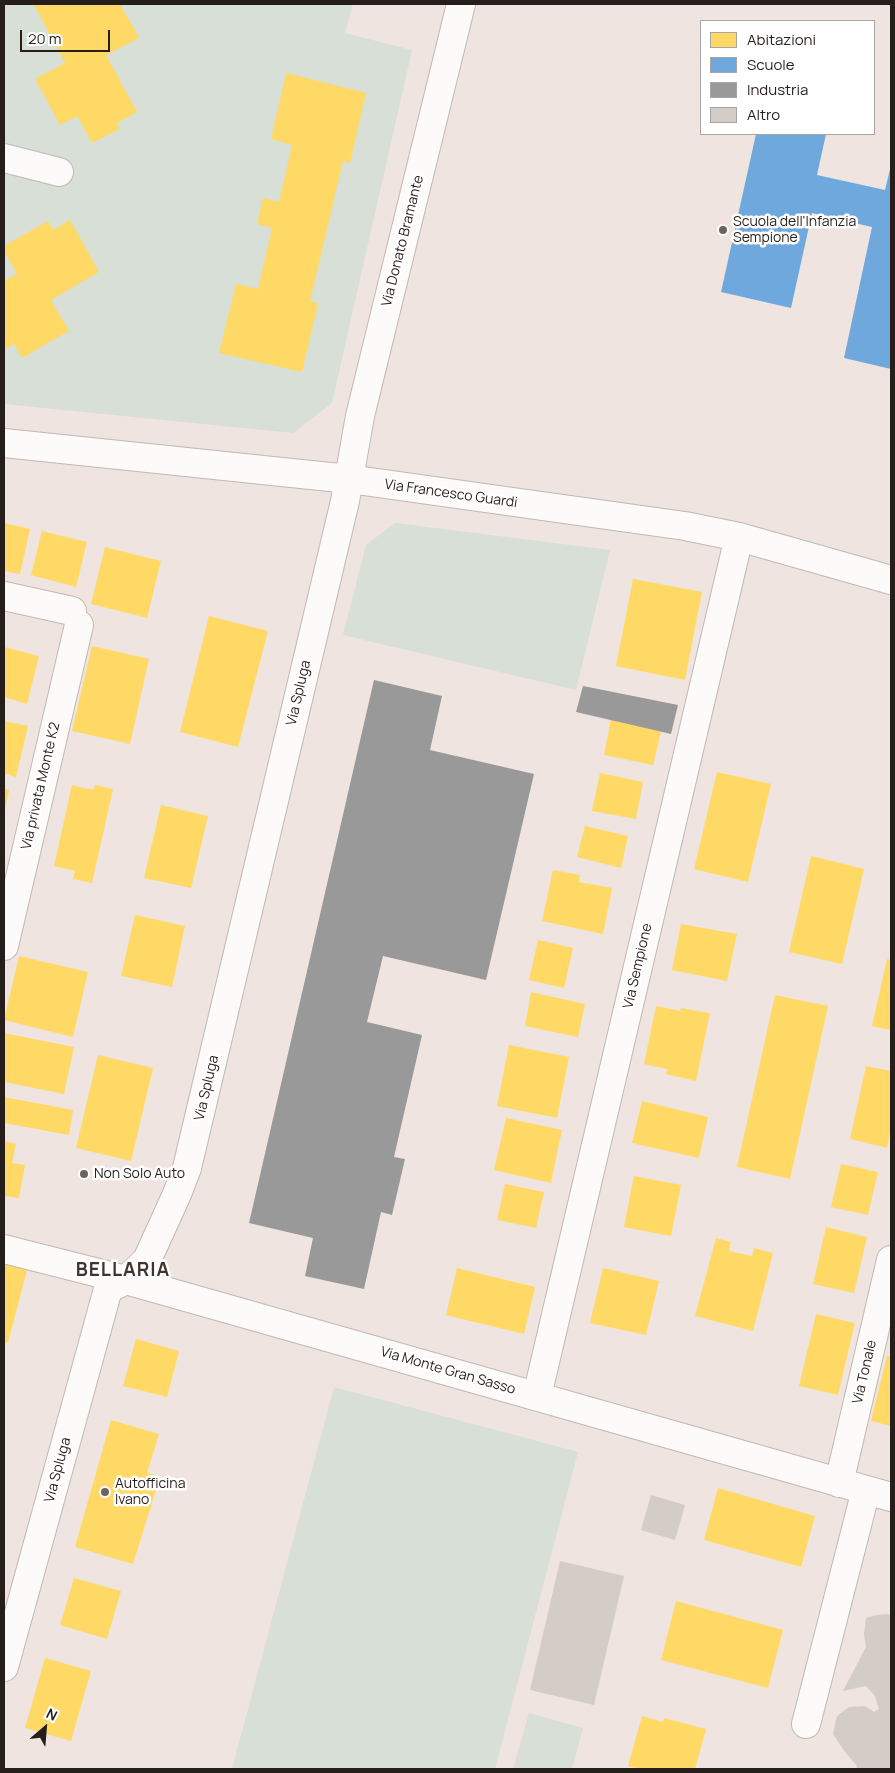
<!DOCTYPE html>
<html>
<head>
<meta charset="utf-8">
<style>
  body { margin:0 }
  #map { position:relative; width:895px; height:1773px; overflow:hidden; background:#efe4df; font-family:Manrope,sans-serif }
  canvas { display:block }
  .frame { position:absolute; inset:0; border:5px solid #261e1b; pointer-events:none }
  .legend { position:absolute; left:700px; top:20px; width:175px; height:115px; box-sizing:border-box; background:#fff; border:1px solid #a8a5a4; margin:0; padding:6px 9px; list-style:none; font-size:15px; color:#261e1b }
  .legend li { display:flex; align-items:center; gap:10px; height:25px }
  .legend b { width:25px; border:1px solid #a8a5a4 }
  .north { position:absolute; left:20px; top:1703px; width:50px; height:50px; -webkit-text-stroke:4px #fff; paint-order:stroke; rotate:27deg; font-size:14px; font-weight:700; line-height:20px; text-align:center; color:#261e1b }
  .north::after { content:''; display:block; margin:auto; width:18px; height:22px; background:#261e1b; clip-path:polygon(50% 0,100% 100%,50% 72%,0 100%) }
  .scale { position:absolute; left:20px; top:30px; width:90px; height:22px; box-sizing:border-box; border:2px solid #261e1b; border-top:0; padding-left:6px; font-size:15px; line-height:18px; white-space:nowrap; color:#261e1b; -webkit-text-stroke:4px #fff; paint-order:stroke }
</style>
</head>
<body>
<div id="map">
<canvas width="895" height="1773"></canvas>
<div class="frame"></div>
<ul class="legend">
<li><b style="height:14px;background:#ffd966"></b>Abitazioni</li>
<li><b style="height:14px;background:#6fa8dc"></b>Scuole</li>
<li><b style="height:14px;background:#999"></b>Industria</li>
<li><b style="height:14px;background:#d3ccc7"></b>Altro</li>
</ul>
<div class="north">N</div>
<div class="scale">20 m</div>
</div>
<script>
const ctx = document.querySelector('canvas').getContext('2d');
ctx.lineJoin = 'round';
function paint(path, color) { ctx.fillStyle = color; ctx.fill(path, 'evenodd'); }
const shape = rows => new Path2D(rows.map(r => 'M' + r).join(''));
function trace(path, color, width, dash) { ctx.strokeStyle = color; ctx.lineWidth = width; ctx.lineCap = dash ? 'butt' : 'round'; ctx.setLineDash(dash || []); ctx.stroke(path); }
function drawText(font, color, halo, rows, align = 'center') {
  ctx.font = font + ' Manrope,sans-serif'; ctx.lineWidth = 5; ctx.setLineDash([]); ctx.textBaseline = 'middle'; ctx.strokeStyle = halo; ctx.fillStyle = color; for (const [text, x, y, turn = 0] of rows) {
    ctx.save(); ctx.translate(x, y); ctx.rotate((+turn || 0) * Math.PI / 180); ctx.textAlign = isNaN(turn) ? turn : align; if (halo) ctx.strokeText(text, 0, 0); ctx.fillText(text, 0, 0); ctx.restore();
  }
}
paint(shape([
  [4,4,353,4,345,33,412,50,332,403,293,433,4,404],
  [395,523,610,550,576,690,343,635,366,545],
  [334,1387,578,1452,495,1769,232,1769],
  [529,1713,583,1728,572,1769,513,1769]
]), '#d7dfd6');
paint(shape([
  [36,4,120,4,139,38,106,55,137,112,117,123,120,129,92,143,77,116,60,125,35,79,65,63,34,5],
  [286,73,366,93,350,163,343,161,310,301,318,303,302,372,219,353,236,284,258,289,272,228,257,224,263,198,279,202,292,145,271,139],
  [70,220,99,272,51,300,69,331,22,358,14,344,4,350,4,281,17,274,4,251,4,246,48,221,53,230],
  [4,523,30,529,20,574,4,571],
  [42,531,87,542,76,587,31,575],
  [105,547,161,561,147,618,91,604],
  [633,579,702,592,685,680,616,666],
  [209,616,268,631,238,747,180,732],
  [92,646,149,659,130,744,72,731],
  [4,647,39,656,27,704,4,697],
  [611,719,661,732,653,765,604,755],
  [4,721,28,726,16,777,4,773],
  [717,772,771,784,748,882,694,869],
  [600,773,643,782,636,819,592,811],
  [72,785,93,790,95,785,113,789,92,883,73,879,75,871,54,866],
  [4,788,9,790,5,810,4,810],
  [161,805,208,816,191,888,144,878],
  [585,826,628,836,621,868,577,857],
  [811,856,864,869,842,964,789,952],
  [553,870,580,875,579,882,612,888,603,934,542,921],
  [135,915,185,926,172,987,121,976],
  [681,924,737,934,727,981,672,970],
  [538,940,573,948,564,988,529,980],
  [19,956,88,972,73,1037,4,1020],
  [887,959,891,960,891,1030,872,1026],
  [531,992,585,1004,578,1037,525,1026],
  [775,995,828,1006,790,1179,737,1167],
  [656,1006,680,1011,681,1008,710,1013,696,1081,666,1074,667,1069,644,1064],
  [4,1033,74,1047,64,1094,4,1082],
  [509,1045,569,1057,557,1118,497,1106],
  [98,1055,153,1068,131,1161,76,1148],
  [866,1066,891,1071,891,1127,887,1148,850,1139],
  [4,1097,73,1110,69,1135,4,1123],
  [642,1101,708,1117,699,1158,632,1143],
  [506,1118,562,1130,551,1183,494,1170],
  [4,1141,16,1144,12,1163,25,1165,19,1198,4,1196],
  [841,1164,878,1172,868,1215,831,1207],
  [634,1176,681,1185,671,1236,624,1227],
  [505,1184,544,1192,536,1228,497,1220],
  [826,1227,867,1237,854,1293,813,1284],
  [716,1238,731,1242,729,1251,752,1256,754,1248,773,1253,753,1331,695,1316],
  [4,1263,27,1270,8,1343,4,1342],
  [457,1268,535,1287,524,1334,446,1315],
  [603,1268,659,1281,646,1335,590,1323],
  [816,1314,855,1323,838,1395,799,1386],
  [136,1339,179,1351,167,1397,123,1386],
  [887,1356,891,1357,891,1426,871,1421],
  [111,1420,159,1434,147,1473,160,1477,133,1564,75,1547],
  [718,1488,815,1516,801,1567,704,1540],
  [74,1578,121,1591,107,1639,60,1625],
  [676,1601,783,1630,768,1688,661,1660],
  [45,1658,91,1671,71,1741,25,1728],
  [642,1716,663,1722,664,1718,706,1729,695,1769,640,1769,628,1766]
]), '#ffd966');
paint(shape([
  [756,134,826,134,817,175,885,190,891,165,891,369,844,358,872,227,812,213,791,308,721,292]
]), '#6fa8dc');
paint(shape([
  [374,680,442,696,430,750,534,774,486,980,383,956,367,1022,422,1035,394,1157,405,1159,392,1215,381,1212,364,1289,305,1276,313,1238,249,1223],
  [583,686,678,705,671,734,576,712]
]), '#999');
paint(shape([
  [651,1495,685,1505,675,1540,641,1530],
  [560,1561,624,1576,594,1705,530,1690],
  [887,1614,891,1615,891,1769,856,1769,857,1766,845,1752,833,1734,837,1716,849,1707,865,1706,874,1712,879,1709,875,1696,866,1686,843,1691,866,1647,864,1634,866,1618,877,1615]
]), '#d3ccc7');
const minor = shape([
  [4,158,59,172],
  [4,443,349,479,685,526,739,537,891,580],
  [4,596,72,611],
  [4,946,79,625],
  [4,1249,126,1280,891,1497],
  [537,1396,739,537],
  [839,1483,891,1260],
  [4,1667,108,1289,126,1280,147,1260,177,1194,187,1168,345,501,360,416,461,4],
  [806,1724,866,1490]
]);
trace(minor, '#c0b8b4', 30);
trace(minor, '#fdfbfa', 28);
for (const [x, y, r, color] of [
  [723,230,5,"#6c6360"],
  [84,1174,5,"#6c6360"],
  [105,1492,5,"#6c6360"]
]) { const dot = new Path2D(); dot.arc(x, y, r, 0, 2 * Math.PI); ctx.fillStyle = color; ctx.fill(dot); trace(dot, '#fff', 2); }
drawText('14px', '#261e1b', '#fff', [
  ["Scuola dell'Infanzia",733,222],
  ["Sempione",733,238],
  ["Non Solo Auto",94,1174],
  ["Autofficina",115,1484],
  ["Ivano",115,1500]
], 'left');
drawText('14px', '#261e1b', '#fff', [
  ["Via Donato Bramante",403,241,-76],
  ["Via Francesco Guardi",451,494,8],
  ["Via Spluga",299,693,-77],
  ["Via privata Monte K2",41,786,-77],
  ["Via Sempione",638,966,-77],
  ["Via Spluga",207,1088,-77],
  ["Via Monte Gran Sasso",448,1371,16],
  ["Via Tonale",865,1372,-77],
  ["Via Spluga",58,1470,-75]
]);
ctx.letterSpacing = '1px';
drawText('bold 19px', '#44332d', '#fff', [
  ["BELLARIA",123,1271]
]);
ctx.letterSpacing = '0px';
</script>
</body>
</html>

***

> [WORK REQUIRED] Among the lines above, count those containing "height" and give only that count.

> [RESULT OF THIS TASK] 11